§ **EXERCISE MATERIAL**
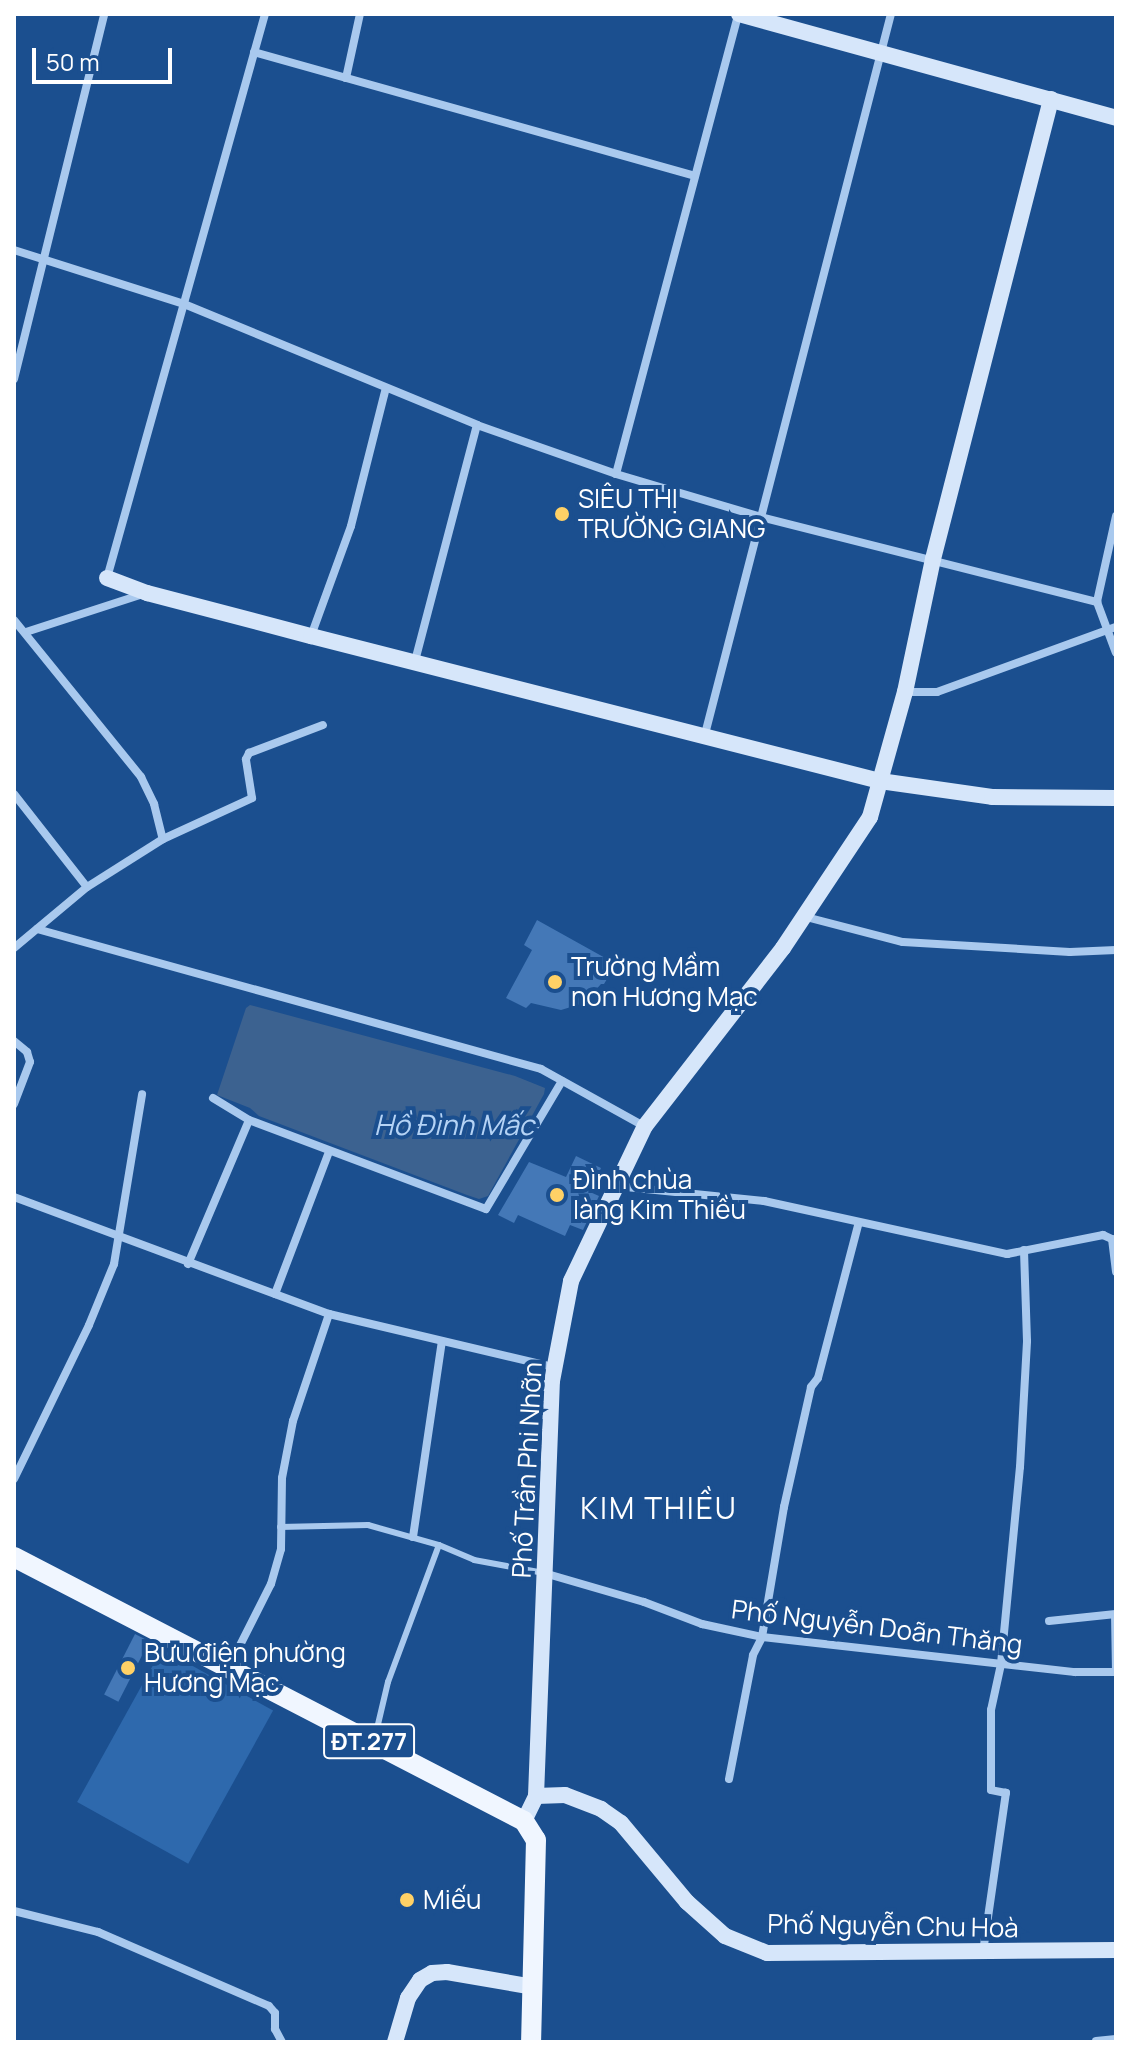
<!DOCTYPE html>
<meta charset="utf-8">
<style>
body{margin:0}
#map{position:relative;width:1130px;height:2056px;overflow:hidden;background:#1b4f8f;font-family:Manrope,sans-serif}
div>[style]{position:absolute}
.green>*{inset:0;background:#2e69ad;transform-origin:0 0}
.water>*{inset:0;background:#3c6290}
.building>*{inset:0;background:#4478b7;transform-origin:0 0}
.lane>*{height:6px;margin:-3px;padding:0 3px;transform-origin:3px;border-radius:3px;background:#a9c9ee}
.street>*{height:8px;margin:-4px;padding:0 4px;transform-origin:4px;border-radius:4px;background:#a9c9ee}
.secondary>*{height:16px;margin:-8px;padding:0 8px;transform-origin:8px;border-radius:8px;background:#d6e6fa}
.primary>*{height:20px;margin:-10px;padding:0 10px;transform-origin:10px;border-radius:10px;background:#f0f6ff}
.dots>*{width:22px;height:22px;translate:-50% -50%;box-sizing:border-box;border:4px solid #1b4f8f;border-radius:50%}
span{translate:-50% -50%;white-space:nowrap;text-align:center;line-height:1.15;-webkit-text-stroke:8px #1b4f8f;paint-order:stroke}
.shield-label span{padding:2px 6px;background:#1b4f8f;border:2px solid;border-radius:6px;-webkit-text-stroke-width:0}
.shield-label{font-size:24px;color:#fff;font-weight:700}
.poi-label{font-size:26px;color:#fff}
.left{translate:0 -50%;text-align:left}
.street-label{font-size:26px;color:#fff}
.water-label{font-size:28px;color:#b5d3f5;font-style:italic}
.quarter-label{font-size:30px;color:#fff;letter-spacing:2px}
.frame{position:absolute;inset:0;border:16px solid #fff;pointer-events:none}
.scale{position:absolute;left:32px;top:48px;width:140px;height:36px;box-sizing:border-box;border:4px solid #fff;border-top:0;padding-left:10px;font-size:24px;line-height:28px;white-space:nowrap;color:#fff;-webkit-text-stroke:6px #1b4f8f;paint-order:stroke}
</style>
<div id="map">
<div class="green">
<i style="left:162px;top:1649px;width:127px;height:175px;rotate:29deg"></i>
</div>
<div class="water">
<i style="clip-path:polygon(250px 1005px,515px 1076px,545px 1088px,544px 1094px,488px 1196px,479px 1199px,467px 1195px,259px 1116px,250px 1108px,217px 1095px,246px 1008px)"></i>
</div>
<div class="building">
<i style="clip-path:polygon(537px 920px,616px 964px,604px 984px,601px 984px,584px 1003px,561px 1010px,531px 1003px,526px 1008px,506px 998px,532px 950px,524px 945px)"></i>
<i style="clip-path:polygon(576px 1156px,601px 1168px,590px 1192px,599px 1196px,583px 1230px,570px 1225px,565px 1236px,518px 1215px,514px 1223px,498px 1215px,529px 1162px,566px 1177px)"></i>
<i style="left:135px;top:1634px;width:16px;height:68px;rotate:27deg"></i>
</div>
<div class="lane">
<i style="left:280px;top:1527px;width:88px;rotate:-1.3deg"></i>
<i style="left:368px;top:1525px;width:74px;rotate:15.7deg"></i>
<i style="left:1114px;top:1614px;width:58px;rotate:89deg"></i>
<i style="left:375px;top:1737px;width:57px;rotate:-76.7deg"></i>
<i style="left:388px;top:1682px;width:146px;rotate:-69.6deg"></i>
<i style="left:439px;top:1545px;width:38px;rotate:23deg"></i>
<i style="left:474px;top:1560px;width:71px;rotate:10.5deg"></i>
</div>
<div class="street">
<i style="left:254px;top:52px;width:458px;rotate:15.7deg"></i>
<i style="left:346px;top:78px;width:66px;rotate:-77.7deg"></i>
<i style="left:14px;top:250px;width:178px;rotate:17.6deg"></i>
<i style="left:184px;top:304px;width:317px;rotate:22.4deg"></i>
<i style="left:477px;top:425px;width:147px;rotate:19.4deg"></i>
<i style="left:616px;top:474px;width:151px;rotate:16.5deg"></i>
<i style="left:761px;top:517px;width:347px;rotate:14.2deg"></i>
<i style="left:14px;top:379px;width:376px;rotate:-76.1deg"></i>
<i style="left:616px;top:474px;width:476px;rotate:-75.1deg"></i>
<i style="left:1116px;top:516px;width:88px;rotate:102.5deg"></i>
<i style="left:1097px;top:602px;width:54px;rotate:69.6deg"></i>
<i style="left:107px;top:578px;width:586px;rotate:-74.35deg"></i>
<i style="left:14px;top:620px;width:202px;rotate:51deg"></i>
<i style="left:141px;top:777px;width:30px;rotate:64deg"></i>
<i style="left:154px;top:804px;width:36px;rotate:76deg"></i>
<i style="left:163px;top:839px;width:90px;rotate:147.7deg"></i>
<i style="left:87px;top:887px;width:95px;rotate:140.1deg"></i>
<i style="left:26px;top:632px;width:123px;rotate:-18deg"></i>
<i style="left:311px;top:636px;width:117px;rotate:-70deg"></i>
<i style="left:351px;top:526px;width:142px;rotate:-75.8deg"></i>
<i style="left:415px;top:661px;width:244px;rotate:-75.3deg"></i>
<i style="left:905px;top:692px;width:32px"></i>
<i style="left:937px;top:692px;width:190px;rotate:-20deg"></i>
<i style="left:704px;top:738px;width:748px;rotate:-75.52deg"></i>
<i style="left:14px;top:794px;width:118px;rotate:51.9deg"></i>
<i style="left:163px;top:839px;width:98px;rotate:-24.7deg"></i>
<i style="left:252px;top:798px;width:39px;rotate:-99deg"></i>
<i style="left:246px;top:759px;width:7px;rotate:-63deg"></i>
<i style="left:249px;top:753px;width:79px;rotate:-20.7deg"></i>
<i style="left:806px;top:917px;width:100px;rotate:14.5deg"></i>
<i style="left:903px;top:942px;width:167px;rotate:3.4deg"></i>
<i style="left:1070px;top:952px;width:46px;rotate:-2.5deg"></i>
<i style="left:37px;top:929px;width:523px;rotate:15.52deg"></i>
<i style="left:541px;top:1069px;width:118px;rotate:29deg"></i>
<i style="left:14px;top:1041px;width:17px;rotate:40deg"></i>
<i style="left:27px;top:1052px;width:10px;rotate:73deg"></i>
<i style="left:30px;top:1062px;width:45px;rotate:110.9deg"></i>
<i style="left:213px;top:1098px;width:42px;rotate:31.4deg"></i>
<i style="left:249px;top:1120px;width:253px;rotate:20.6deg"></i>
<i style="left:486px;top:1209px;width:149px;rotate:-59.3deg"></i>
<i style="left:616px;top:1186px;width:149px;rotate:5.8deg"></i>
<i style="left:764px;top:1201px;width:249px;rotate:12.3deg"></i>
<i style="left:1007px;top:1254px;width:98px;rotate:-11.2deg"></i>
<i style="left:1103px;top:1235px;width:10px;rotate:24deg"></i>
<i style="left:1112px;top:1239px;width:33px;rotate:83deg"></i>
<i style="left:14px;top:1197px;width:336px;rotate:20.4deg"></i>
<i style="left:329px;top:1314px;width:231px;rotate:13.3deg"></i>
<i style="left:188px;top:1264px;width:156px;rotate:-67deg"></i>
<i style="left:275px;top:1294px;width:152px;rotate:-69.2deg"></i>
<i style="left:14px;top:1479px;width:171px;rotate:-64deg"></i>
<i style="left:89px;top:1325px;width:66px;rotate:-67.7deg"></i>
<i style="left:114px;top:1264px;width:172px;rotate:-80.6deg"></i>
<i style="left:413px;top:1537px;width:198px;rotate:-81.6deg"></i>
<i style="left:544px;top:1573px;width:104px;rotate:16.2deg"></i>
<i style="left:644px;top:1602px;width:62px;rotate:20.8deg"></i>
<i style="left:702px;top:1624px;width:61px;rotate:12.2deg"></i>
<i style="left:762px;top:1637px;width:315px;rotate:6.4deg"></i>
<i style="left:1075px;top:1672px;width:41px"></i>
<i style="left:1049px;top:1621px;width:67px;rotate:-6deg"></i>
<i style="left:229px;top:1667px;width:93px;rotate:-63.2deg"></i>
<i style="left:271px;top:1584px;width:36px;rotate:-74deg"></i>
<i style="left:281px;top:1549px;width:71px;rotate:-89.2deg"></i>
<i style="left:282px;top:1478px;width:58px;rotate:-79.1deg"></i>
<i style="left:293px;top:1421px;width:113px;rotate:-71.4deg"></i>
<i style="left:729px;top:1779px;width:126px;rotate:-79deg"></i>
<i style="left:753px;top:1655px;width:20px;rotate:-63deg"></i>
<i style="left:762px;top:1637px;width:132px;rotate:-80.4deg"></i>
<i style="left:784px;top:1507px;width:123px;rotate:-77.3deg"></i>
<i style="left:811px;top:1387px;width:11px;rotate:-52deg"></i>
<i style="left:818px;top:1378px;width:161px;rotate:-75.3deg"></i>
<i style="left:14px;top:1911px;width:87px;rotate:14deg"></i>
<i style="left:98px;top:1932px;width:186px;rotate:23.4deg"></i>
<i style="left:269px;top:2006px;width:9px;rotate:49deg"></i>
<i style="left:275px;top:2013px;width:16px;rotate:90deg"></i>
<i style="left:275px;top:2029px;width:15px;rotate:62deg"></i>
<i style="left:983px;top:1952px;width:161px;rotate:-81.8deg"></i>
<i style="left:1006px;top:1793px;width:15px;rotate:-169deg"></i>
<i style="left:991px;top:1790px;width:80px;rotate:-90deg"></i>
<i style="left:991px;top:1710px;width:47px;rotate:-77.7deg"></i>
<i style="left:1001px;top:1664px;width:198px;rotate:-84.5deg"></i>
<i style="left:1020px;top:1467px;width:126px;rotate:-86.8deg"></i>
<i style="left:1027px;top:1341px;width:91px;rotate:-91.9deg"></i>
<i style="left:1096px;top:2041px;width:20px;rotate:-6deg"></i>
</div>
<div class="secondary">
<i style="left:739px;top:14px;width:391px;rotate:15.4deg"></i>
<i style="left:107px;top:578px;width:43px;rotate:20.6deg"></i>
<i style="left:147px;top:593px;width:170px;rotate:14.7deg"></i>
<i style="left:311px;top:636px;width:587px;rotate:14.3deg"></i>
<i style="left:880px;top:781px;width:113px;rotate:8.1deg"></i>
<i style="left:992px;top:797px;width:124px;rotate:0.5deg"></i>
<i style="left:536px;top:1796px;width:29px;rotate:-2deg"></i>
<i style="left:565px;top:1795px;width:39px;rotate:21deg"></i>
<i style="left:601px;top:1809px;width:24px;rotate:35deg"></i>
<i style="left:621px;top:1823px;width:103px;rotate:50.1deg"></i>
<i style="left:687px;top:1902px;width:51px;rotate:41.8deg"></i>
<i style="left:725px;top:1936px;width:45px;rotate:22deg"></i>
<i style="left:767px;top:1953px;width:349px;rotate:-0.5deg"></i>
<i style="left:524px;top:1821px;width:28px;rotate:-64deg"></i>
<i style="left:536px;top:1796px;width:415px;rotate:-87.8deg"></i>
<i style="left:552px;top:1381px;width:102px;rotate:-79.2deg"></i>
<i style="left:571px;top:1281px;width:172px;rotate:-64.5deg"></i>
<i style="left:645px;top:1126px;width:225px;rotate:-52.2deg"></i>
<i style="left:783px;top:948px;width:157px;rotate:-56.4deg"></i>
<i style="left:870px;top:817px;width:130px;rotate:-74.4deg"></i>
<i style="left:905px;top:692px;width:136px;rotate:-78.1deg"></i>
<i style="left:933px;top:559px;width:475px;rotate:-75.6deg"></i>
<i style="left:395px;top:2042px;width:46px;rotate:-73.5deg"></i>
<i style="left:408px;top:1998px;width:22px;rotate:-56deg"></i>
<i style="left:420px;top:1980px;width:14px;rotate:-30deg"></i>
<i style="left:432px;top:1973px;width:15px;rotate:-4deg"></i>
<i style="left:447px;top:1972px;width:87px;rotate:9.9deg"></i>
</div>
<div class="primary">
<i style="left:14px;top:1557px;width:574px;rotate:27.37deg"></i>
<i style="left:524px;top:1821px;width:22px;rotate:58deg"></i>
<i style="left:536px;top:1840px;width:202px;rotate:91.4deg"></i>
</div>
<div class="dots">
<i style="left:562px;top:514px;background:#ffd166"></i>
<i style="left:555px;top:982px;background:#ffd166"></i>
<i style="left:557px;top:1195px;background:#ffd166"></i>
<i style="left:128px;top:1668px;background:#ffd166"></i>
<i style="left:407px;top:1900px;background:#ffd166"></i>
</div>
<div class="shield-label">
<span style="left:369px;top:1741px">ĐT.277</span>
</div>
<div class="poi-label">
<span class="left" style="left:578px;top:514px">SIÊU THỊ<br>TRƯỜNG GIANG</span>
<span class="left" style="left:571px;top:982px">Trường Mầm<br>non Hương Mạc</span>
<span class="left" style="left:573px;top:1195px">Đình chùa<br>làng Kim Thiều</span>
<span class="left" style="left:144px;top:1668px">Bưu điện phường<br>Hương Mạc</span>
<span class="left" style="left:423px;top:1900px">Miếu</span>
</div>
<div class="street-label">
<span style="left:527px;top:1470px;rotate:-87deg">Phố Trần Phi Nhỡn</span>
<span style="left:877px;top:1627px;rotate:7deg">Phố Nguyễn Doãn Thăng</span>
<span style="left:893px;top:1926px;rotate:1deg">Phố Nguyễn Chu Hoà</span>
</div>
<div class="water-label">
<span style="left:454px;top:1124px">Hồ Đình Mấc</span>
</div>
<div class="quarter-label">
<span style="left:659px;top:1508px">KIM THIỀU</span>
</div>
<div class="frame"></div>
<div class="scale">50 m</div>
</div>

§ **GOAL OF THE EXERCISE**
An exact copy is needed of the closing lines of the entries above, counting from the one that contains "Trần Phi Nhỡn</span>" and including it and the last.

§ **FINISHED EXERCISE**
<span style="left:527px;top:1470px;rotate:-87deg">Phố Trần Phi Nhỡn</span>
<span style="left:877px;top:1627px;rotate:7deg">Phố Nguyễn Doãn Thăng</span>
<span style="left:893px;top:1926px;rotate:1deg">Phố Nguyễn Chu Hoà</span>
</div>
<div class="water-label">
<span style="left:454px;top:1124px">Hồ Đình Mấc</span>
</div>
<div class="quarter-label">
<span style="left:659px;top:1508px">KIM THIỀU</span>
</div>
<div class="frame"></div>
<div class="scale">50 m</div>
</div>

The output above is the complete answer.